Entonces, ¿cómo puede influir este déficit lector en el futuro de la sociedad?



La juventud actual pagará el día de mañana el peaje de no beber de los clásicos de la literatura, de no asomarse a valiosas novelas modernas que ofrecen vivencias y mundos sugerentes, y sobre todo, esa carencia privará de un material cognitivo valioso para los retos del futuro. En particular, si no se lee, se minora la capacidad de representación de historias, se recorta el tiempo de atención, y se limita la habilidad expresiva sustrayendo el dominio de juegos de palabras, metáforas y retórica. Solo hay algo más frustrante que un adolescente no sepa quien fue Gulliver, ni conozca las escaramuzas de la Odisea, ni a Julio Verne, Borges o Neruda. Y es el que un adulto tampoco lo sepa, o que los etiquete en el mundo del fútbol o como influencers.



¿Hay remedio o marcha atrás, para fomentar la lectura?



Siempre estamos a tiempo, aunque ya hay daños formativos irreparables.
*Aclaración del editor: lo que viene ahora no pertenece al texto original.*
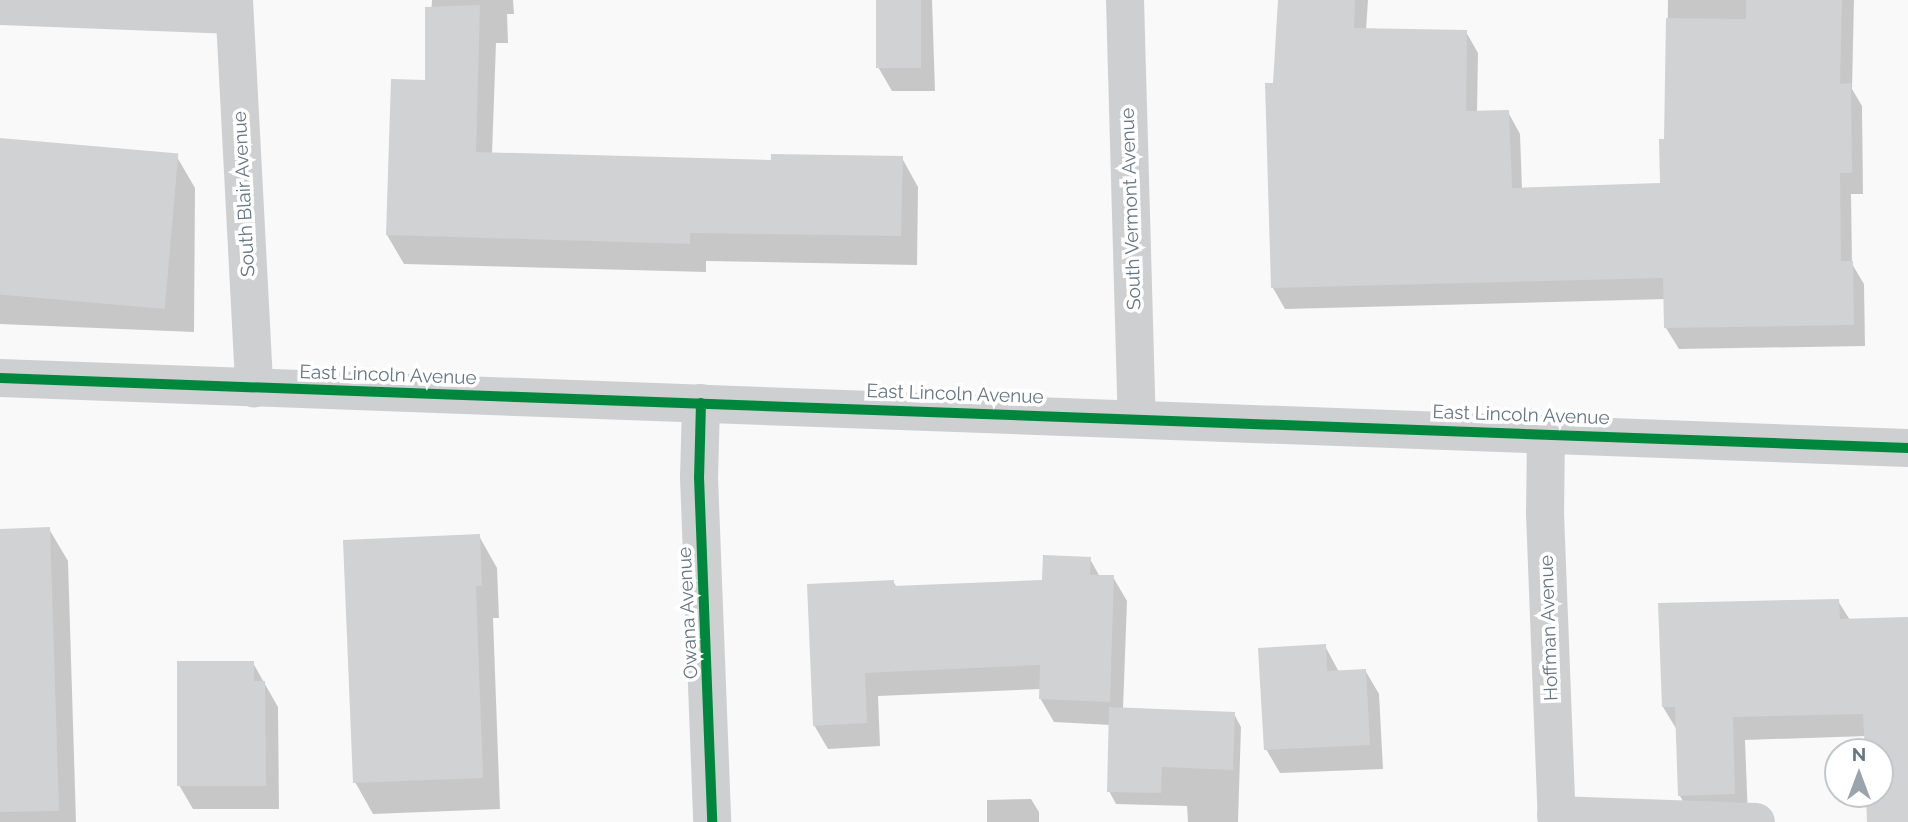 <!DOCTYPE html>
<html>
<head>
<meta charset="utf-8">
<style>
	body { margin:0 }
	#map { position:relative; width:1908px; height:822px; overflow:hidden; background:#f9f9f9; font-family:Raleway,sans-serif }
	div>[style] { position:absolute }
	.shadow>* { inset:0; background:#0003 }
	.building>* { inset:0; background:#d0d2d3; transform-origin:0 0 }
	.minor>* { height:38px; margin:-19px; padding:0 19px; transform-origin:19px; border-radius:19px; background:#cecfd0 }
	.cycleway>* { height:10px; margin:-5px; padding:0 5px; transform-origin:5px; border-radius:5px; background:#00873e }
	span { translate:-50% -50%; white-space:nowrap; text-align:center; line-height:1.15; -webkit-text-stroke:7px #fff; paint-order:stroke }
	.street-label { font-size:19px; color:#657683 }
	.north { position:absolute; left:1824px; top:738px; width:70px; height:70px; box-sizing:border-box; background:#fff; border:2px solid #c1c8cd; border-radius:50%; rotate:0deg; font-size:19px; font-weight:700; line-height:28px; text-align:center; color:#657683 }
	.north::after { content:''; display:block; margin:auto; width:24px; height:32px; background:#99a4ac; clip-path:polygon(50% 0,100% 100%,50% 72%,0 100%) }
</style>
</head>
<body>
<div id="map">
	<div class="shadow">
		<div style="clip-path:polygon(432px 0,513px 0,514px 14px,507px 14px,508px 43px,496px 43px,492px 154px,772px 162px,902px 158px,918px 187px,917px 265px,706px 261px,706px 272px,404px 264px,387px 235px,427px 82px)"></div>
		<div style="clip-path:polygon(877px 0,932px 0,935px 91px,892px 91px,878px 67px)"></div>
		<div style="clip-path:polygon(1279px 0,1368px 0,1366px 30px,1466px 32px,1478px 53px,1477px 113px,1508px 112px,1520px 134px,1522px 189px,1662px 185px,1666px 141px,1668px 0,1854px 0,1852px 89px,1862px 106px,1863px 194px,1851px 194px,1852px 264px,1864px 284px,1865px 346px,1679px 349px,1666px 328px,1666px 299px,1285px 309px,1273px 288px,1274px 85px)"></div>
		<div style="clip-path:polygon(0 140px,177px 157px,195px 188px,194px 332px,0 324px)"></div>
		<div style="clip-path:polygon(49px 529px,68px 561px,76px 822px,0 822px,0 531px)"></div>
		<div style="clip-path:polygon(479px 536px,497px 568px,499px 618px,493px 618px,500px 809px,373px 814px,355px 782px)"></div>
		<div style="clip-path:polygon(1090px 559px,1100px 577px,1113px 577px,1127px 601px,1123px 709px,1234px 714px,1241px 727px,1238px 822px,1188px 822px,1187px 806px,1116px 804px,1109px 791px,1111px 725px,1054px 722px,1040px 698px,1041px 689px,878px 696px,880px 746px,828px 749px,814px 725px,893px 581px,897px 588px,1044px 582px)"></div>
		<div style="clip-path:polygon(1838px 601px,1850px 620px,1908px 619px,1908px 757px,1880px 758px,1880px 752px,1876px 752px,1867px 736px,1745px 740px,1748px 817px,1693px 819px,1680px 796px,1677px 730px,1663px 707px)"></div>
		<div style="clip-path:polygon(1325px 646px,1339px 672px,1365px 670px,1379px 694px,1383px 769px,1280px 773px,1266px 749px)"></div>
		<div style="clip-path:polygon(253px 663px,278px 707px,279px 809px,193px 809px,179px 785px)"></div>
		<div style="clip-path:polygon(1031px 799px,1039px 812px,1039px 822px,987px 822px,987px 800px)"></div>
	</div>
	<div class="building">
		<div style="left:876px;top:0;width:45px;height:68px"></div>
		<div style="clip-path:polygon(1278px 0,1355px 0,1354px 28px,1467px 30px,1466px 111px,1509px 110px,1512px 188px,1660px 183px,1659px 139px,1664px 139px,1666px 18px,1746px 19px,1746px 0,1842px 0,1840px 84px,1851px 83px,1852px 173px,1840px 173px,1841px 261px,1853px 261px,1854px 325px,1664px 328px,1663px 278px,1271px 288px,1265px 83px,1273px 83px)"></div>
		<div style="clip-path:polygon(480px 5px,476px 152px,771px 160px,771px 154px,903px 156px,901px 236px,690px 233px,690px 244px,386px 235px,391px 79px,425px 80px,425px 7px)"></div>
		<div style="left:0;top:138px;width:179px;height:156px;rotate:5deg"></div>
		<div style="clip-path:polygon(50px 527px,59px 811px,0 812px,0 529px)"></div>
		<div style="clip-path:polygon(480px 534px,482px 586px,476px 586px,483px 778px,353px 783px,343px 540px)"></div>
		<div style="clip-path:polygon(1043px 555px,1091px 557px,1090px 575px,1114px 575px,1110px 702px,1039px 699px,1040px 665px,865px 673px,867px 723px,813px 726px,807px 584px,894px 580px,894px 586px,1042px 580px)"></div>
		<div style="clip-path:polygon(1839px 599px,1840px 619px,1908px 617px,1908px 822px,1867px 822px,1866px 794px,1880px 794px,1880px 752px,1865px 752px,1863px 714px,1733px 717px,1735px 794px,1678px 796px,1675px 707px,1662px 707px,1658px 603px)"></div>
		<div style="clip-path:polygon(1326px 644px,1327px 671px,1366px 669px,1370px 745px,1264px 750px,1258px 648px)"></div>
		<div style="clip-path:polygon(177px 661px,254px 661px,254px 681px,265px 681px,266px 786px,177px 786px)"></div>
		<div style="clip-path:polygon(1109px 707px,1235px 712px,1233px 770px,1162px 767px,1161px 793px,1107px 792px)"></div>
	</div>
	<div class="minor">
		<div style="left:234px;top:0;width:389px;rotate:87deg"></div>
		<div style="left:1125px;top:0;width:418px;rotate:88.4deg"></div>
		<div style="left:0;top:6px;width:234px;rotate:2.2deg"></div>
		<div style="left:0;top:378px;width:1909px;rotate:2.1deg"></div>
		<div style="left:701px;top:403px;width:74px;rotate:91.5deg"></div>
		<div style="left:699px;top:477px;width:345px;rotate:87.8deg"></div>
		<div style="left:1546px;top:434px;width:79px;rotate:90.7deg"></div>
		<div style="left:1545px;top:513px;width:309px;rotate:87.8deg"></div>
		<div style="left:1556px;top:815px;width:200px;rotate:2deg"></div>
	</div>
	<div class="cycleway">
		<div style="left:0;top:378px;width:1909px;rotate:2.1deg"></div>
		<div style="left:701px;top:403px;width:74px;rotate:91.5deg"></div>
		<div style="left:699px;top:477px;width:345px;rotate:87.8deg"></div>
	</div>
	<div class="street-label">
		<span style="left:244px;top:194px;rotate:-93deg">South Blair Avenue</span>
		<span style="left:1131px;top:209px;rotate:-92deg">South Vermont Avenue</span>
		<span style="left:388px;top:375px;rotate:2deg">East Lincoln Avenue</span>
		<span style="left:955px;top:394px;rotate:2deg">East Lincoln Avenue</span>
		<span style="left:1521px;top:415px;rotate:2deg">East Lincoln Avenue</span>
		<span style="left:688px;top:613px;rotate:-93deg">Owana Avenue</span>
		<span style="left:1549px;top:628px;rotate:-92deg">Hoffman Avenue</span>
	</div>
	<div class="north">N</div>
</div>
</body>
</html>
Me temo que hay que ser drástico con la enseñanza. El sistema educativo es esencial. Tampoco estaría de más advertir que el uso de móviles por menores de catorce años puede perjudicar gravemente la salud intelectual. O imponer lecturas obligatorias de clásicos universales en cada curso académico, y en todo caso, potenciar las visitas presenciales a las bibliotecas. O advertencias serias de la nula formación o incluso, el impacto de deformación de algunos juegos informáticos.

Lo cierto es que no tengo la varita mágica, pues les toca a los políticos solucionar el problema, escuchando a sociólogos y pedagogos, y que todos interioricemos la necesidad de solucionarlo y colaboremos activamente.
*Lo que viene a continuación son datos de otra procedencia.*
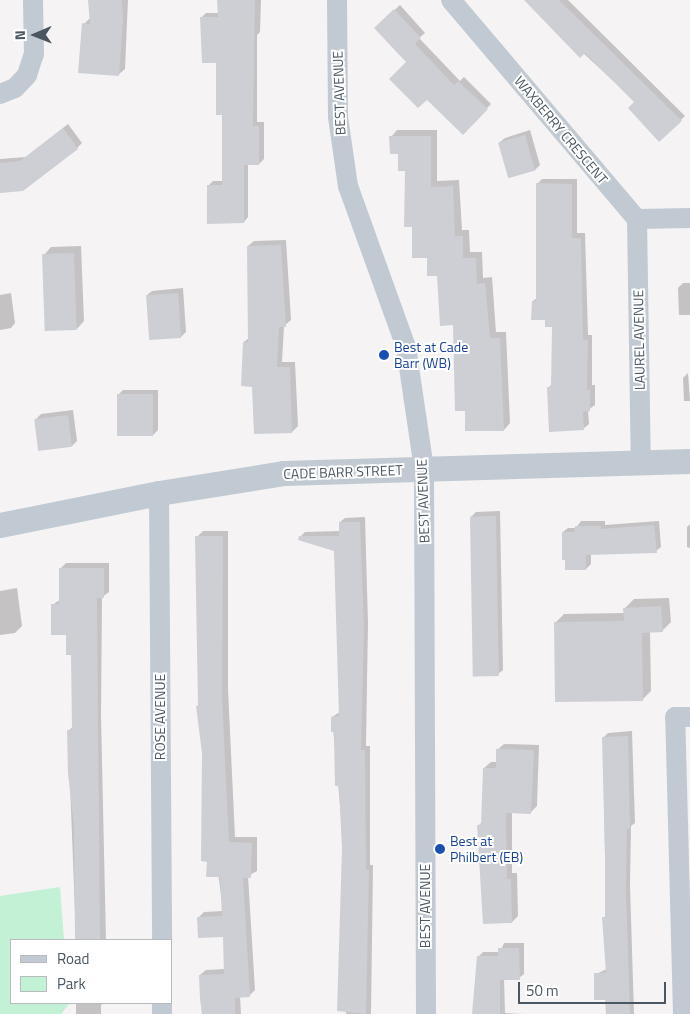 <!DOCTYPE html>
<html>
<head>
<meta charset="utf-8">
<style>
  body { margin:0 }
  #map { position:relative; width:690px; height:1014px; overflow:hidden; background:#f5f3f3; font-family:"Titillium Web",sans-serif }
  div>[style] { position:absolute }
  [style*='--x'] { left:calc(var(--x)*1px); top:calc(var(--y)*1px); width:calc(var(--w)*1px); rotate:calc(var(--a)*1deg) }
  .green>* { inset:0; background:#c3f1d5 }
  .shadow>* { inset:0; background:#0003 }
  .building>* { inset:0; background:#cdcfd5; transform-origin:0 0 }
  .minor>* { height:20px; margin:-10px; padding:0 10px; transform-origin:10px; border-radius:10px; background:#c1cad2 }
  .tertiary>* { height:25px; margin:-12.5px; padding:0 12.5px; transform-origin:12.5px; border-radius:12.5px; background:#c1cad2 }
  .dots>* { width:14px; height:14px; translate:-50% -50%; box-sizing:border-box; border:2px solid #fff; border-radius:50% }
  span { translate:-50% -50%; white-space:nowrap; text-align:center; line-height:1.15; -webkit-text-stroke:4px #fff; paint-order:stroke }
  .street-label { font-size:14px; color:#4a5661 }
  .transit-label { font-size:14px; color:#164399 }
  .left { translate:0 -50%; text-align:left }
  .legend { position:absolute; left:10px; top:939px; width:162px; height:65px; box-sizing:border-box; background:#fff; border:1px solid #b7bbc0; margin:0; padding:6px 9px; list-style:none; font-size:15px; color:#4a5661 }
  .legend li { display:flex; align-items:center; gap:10px; height:25px }
  .legend b { width:25px; border:1px solid #b7bbc0 }
  .north { position:absolute; left:10px; top:10px; width:50px; height:50px; -webkit-text-stroke:4px #fff; paint-order:stroke; rotate:269deg; font-size:14px; font-weight:700; line-height:20px; text-align:center; color:#4a5661 }
  .north::after { content:''; display:block; margin:auto; width:18px; height:22px; background:#4a5661; clip-path:polygon(50% 0,100% 100%,50% 72%,0 100%) }
  .scale { position:absolute; left:518px; top:982px; width:148px; height:22px; box-sizing:border-box; border:2px solid #4a5661; border-top:0; padding-left:6px; font-size:15px; line-height:18px; white-space:nowrap; color:#4a5661; -webkit-text-stroke:4px #fff; paint-order:stroke }
</style>
</head>
<body>
<div id="map">
  <div class="green">
    <div style="clip-path:polygon(60px 887px,64px 940px,11px 940px,11px 1003px,69px 1004px,61px 1014px,0 1014px,0 896px)"></div>
  </div>
  <div class="shadow">
    <div style="clip-path:polygon(89px 0,128px 0,125px 69px,118px 75px,84px 24px,91px 17px)"></div>
    <div style="clip-path:polygon(218px 0,261px 0,260px 32px,257px 35px,257px 122px,264px 122px,264px 159px,259px 164px,248px 164px,248px 217px,244px 222px,209px 185px,213px 181px,224px 181px,224px 114px,217px 62px,201px 18px,206px 13px,219px 13px)"></div>
    <div style="clip-path:polygon(526px 0,568px 0,685px 116px,659px 140px,636px 102px)"></div>
    <div style="clip-path:polygon(400px 5px,425px 33px,419px 38px,460px 81px,464px 77px,491px 104px,463px 133px,407px 62px,375px 28px)"></div>
    <div style="clip-path:polygon(68px 124px,82px 143px,77px 148px,22px 190px,0 191px,0 159px,26px 157px)"></div>
    <div style="clip-path:polygon(397px 130px,437px 130px,437px 181px,459px 180px,462px 230px,469px 230px,470px 252px,482px 252px,483px 278px,492px 277px,496px 332px,506px 332px,510px 423px,504px 430px,466px 410px,455px 324px,438px 275px,413px 225px,407px 169px,391px 137px)"></div>
    <div style="clip-path:polygon(530px 130px,540px 165px,535px 170px,510px 177px,500px 142px,505px 138px)"></div>
    <div style="clip-path:polygon(542px 179px,577px 179px,577px 233px,585px 233px,588px 335px,592px 335px,592px 385px,595px 385px,595px 405px,588px 410px,589px 424px,583px 429px,549px 387px,553px 383px,553px 326px,533px 301px,537px 298px,537px 184px)"></div>
    <div style="clip-path:polygon(286px 240px,291px 320px,284px 326px,282px 362px,295px 362px,298px 426px,292px 432px,254px 386px,244px 342px,249px 338px,248px 246px,254px 241px)"></div>
    <div style="clip-path:polygon(81px 246px,84px 321px,77px 329px,44px 255px,51px 247px)"></div>
    <div style="clip-path:polygon(683px 283px,690px 283px,690px 315px,679px 315px,678px 288px)"></div>
    <div style="clip-path:polygon(183px 288px,186px 332px,181px 337px,147px 295px,152px 291px)"></div>
    <div style="clip-path:polygon(11px 293px,15px 323px,11px 328px,0 330px,0 295px)"></div>
    <div style="clip-path:polygon(688px 373px,690px 401px,684px 401px,683px 378px)"></div>
    <div style="clip-path:polygon(123px 390px,158px 390px,158px 430px,153px 435px,118px 395px)"></div>
    <div style="clip-path:polygon(73px 410px,77px 441px,72px 446px,36px 419px,41px 414px)"></div>
    <div style="clip-path:polygon(500px 511px,503px 670px,498px 674px,471px 517px,476px 512px)"></div>
    <div style="clip-path:polygon(365px 517px,368px 623px,366px 746px,370px 746px,370px 865px,373px 865px,371px 1014px,346px 1014px,344px 849px,332px 717px,340px 712px,335px 550px,300px 537px,305px 532px,340px 531px,340px 522px,345px 518px)"></div>
    <div style="clip-path:polygon(581px 521px,605px 521px,605px 525px,659px 521px,661px 547px,656px 551px,591px 554px,591px 564px,586px 569px,563px 532px,568px 528px,576px 528px)"></div>
    <div style="clip-path:polygon(690px 524px,690px 548px,687px 547px,687px 527px)"></div>
    <div style="clip-path:polygon(203px 531px,228px 531px,228px 689px,235px 837px,257px 837px,257px 871px,248px 876px,255px 990px,249px 996px,240px 996px,241px 1014px,202px 1014px,200px 975px,206px 970px,225px 969px,224px 935px,198px 918px,204px 912px,223px 911px,197px 706px,200px 704px,197px 537px)"></div>
    <div style="clip-path:polygon(66px 563px,109px 563px,109px 592px,102px 597px,101px 716px,106px 940px,76px 940px,68px 731px,74px 726px,72px 654px,67px 634px,52px 605px,60px 600px,61px 568px)"></div>
    <div style="clip-path:polygon(17px 588px,22px 626px,15px 633px,0 635px,0 591px)"></div>
    <div style="clip-path:polygon(669px 598px,671px 622px,662px 631px,650px 631px,651px 691px,642px 700px,555px 623px,564px 614px,625px 613px,625px 608px,634px 599px)"></div>
    <div style="clip-path:polygon(632px 731px,635px 823px,631px 826px,630px 885px,634px 1014px,606px 1014px,606px 999px,596px 974px,607px 969px,604px 918px,606px 915px,603px 738px,608px 733px)"></div>
    <div style="clip-path:polygon(504px 744px,539px 745px,537px 806px,531px 812px,512px 812px,512px 873px,517px 873px,518px 916px,512px 922px,478px 826px,482px 822px,484px 768px,491px 762px,497px 762px,497px 750px)"></div>
    <div style="clip-path:polygon(504px 943px,524px 943px,524px 974px,519px 978px,504px 978px,505px 1013px,523px 1014px,474px 1014px,478px 957px,483px 952px,500px 952px)"></div>
    <div style="clip-path:polygon(76px 1003px,104px 1003px,101px 1005px,101px 1014px,76px 1014px)"></div>
  </div>
  <div class="building">
    <div style="clip-path:polygon(88px 0,122px 0,123px 20px,119px 76px,78px 73px,82px 23px,90px 24px)"></div>
    <div style="clip-path:polygon(217px 0,255px 0,253px 126px,259px 126px,259px 165px,244px 165px,244px 223px,207px 224px,207px 185px,222px 185px,222px 115px,216px 115px,216px 63px,202px 63px,200px 17px,218px 17px)"></div>
    <div style="clip-path:polygon(524px 0,559px 0,682px 121px,659px 142px,628px 108px,634px 102px,585px 53px,580px 58px)"></div>
    <div style="clip-path:polygon(394px 9px,421px 38px,415px 44px,454px 85px,458px 81px,488px 109px,463px 135px,427px 100px,418px 108px,389px 79px,406px 62px,374px 28px)"></div>
    <div style="clip-path:polygon(63px 128px,78px 149px,23px 191px,0 193px,0 163px,20px 161px)"></div>
    <div style="left:525px;top:135px;width:37px;height:28px;rotate:74deg"></div>
    <div style="clip-path:polygon(389px 136px,431px 136px,431px 187px,453px 186px,455px 236px,463px 236px,463px 258px,476px 258px,477px 284px,485px 283px,490px 338px,500px 338px,504px 431px,465px 431px,465px 411px,455px 411px,453px 325px,440px 326px,437px 276px,427px 276px,427px 258px,412px 258px,412px 227px,404px 227px,405px 171px,398px 171px,398px 154px,390px 154px)"></div>
    <div style="clip-path:polygon(536px 183px,572px 184px,572px 238px,581px 238px,583px 339px,588px 340px,587px 390px,590px 390px,590px 411px,583px 412px,584px 430px,549px 432px,547px 387px,551px 387px,552px 327px,545px 327px,545px 320px,531px 320px,532px 301px,536px 301px)"></div>
    <div style="clip-path:polygon(281px 245px,286px 327px,279px 327px,277px 367px,290px 367px,292px 433px,254px 434px,252px 387px,241px 386px,243px 342px,248px 342px,247px 246px)"></div>
    <div style="left:74px;top:253px;width:77px;height:32px;rotate:88deg"></div>
    <div style="left:178px;top:293px;width:45px;height:32px;rotate:86deg"></div>
    <div style="left:153px;top:394px;width:42px;height:36px;rotate:90deg"></div>
    <div style="left:68px;top:415px;width:32px;height:34px;rotate:83deg"></div>
    <div style="left:496px;top:516px;width:160px;height:26px;rotate:89deg"></div>
    <div style="clip-path:polygon(339px 522px,360px 522px,364px 629px,361px 750px,365px 750px,366px 870px,369px 870px,366px 1014px,337px 1011px,342px 849px,339px 786px,335px 786px,334px 732px,331px 732px,331px 717px,339px 716px,334px 551px,298px 540px,299px 536px,339px 536px)"></div>
    <div style="clip-path:polygon(654px 525px,657px 553px,586px 555px,586px 570px,565px 570px,565px 560px,562px 560px,562px 532px,574px 532px,575px 526px,601px 526px,601px 529px)"></div>
    <div style="clip-path:polygon(195px 536px,223px 536px,222px 696px,229px 842px,252px 843px,251px 878px,243px 878px,250px 997px,235px 998px,235px 1014px,202px 1014px,200px 999px,199px 975px,224px 974px,223px 937px,198px 938px,197px 917px,222px 916px,220px 877px,206px 877px,207px 862px,201px 861px,202px 753px,196px 706px,198px 706px)"></div>
    <div style="clip-path:polygon(59px 568px,104px 568px,104px 598px,97px 598px,100px 940px,75px 940px,74px 826px,68px 774px,67px 730px,72px 730px,71px 655px,66px 655px,66px 635px,51px 635px,51px 604px,59px 604px)"></div>
    <div style="clip-path:polygon(661px 606px,663px 632px,642px 633px,643px 701px,555px 702px,554px 622px,624px 621px,623px 608px)"></div>
    <div style="clip-path:polygon(628px 736px,630px 829px,627px 829px,626px 890px,630px 1014px,606px 1014px,605px 1000px,594px 1000px,594px 973px,606px 973px,602px 917px,605px 917px,605px 855px,602px 737px)"></div>
    <div style="clip-path:polygon(496px 749px,534px 750px,531px 814px,506px 813px,507px 879px,511px 879px,512px 923px,483px 924px,477px 825px,481px 825px,483px 768px,496px 768px)"></div>
    <div style="clip-path:polygon(498px 948px,519px 948px,520px 980px,500px 980px,500px 1014px,472px 1014px,477px 956px,498px 956px)"></div>
  </div>
  <div class="minor">
    <div style="--x:337;--y:0;--w:117;--a:89.5"></div>
    <div style="--x:338;--y:117;--w:70;--a:81.8"></div>
    <div style="--x:348;--y:186;--w:171;--a:70.2"></div>
    <div style="--x:406;--y:347;--w:123;--a:81.6"></div>
    <div style="--x:424;--y:469;--w:545;--a:89.79"></div>
    <div style="--x:451;--y:0;--w:287;--a:49.7"></div>
    <div style="--x:0;--y:94;--w:16;--a:-22"></div>
    <div style="--x:15;--y:88;--w:18;--a:-47"></div>
    <div style="--x:27;--y:75;--w:22;--a:-72"></div>
    <div style="--x:34;--y:54;--w:54;--a:-91.1"></div>
    <div style="--x:637;--y:219;--w:243;--a:89.1"></div>
    <div style="--x:637;--y:219;--w:53;--a:-1.1"></div>
    <div style="--x:159;--y:493;--w:447;--a:89.6"></div>
    <div style="--x:162;--y:1003;--w:11;--a:90"></div>
    <div style="--x:683;--y:1014;--w:297;--a:-91.5"></div>
    <div style="--x:675;--y:717;--w:15;--a:0"></div>
  </div>
  <div class="tertiary">
    <div style="--x:0;--y:525;--w:162;--a:-11.4"></div>
    <div style="--x:159;--y:493;--w:127;--a:-9.1"></div>
    <div style="--x:284;--y:473;--w:406;--a:-1.7"></div>
  </div>
  <div class="dots">
    <div style="left:384px;top:355px;background:#1a4fb4"></div>
    <div style="left:440px;top:849px;background:#1a4fb4"></div>
  </div>
  <div class="street-label">
    <span style="left:339px;top:93px;rotate:-92deg">BEST AVENUE</span>
    <span style="left:561px;top:130px;rotate:50deg">WAXBERRY CRESCENT</span>
    <span style="left:639px;top:340px;rotate:-91deg">LAUREL AVENUE</span>
    <span style="left:343px;top:472px;rotate:-2deg">CADE BARR STREET</span>
    <span style="left:423px;top:501px;rotate:-92deg">BEST AVENUE</span>
    <span style="left:160px;top:717px;rotate:-90deg">ROSE AVENUE</span>
    <span style="left:425px;top:906px;rotate:-90deg">BEST AVENUE</span>
  </div>
  <div class="transit-label">
    <span class="left" style="left:394px;top:355px">Best at Cade<br>Barr (WB)</span>
    <span class="left" style="left:450px;top:849px">Best at<br>Philbert (EB)</span>
  </div>
  <ul class="legend">
  <li><b style="height:6px;background:#c1cad2"></b>Road</li>
  <li><b style="height:14px;background:#c3f1d5"></b>Park</li>
  </ul>
  <div class="north">N</div>
  <div class="scale">50 m</div>
</div>
</body>
</html>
¿Cuál es su opinión sobre los medios de comunicación de hoy en España y en el mundo? ¿Cree que responden al lema de EL ESPAÑOL de 'Información contrastada, plural, libre e indomable'?



Creo que hay una inundación de medios de comunicación y de fuentes de información. El precio de la libertad de información es la paradoja de que el lector no sabe filtrar lo que es creíble o auténtico. La tendencia a creer la opinión del medio que más repite, que más grita o que más adorna la noticia, es realmente peligrosa. El buen lector sabe tener criterio y someter a crítica cada titular, cada parrafada, para forjarse la opinión. Particularmente EL ESPAÑOL ha sabido ganarse un prestigio de independencia y rigor envidiables, pese a la turbulencia de noticias que nos toca vivir.



¿Hacia dónde cree que se dirige el periodismo del futuro? ¿Cómo le gustaría que fuera?



El periodismo es crucial. Todos los que tenemos el honor de asumir alguna responsabilidad pública nos hemos forjado gracias a la libertad de prensa. Voces libres, bellamente expresadas y con credibilidad, son el baño más gratificante de ciencia en píldoras. No solo podemos leer periódicos, sino que debemos leerlos para opinar con fundamento. Además, la rapidez de los acontecimientos y la necesidad de información inmediata, potencia decisivamente el periodismo digital. Aquí el acceso mediante dispositivos desde cualquier sitio, en cualquier momento, facilita el lazo entre periodismo y lector fiel.



¿Cómo cree que se debería apoyar la labor social del periodismo? ¿Recomendaría las suscripciones online a una o varias cabeceras?

Lo deseable sería suscribirse a varios medios para extraer la chispa de la verdad o lo verosímil, de su lectura. Sin embargo, todos somos animales con apego, y nos gusta alinearnos con el medio que nos ofrece confianza, y orillar otros. La prensa amiga nunca falla. Llega diariamente y te enseña lo actual, lo divino y lo humano, y además lo acompaña de algunos prudentes criterios.



Para terminar, ¿cuál es su consejo principal para fomentar el espíritu crítico y el talento personal?

Leer y escuchar, mucho y de muchas fuentes. Y hacerlo con amplio margen de tolerancia, sin perder los grandes valores éticos.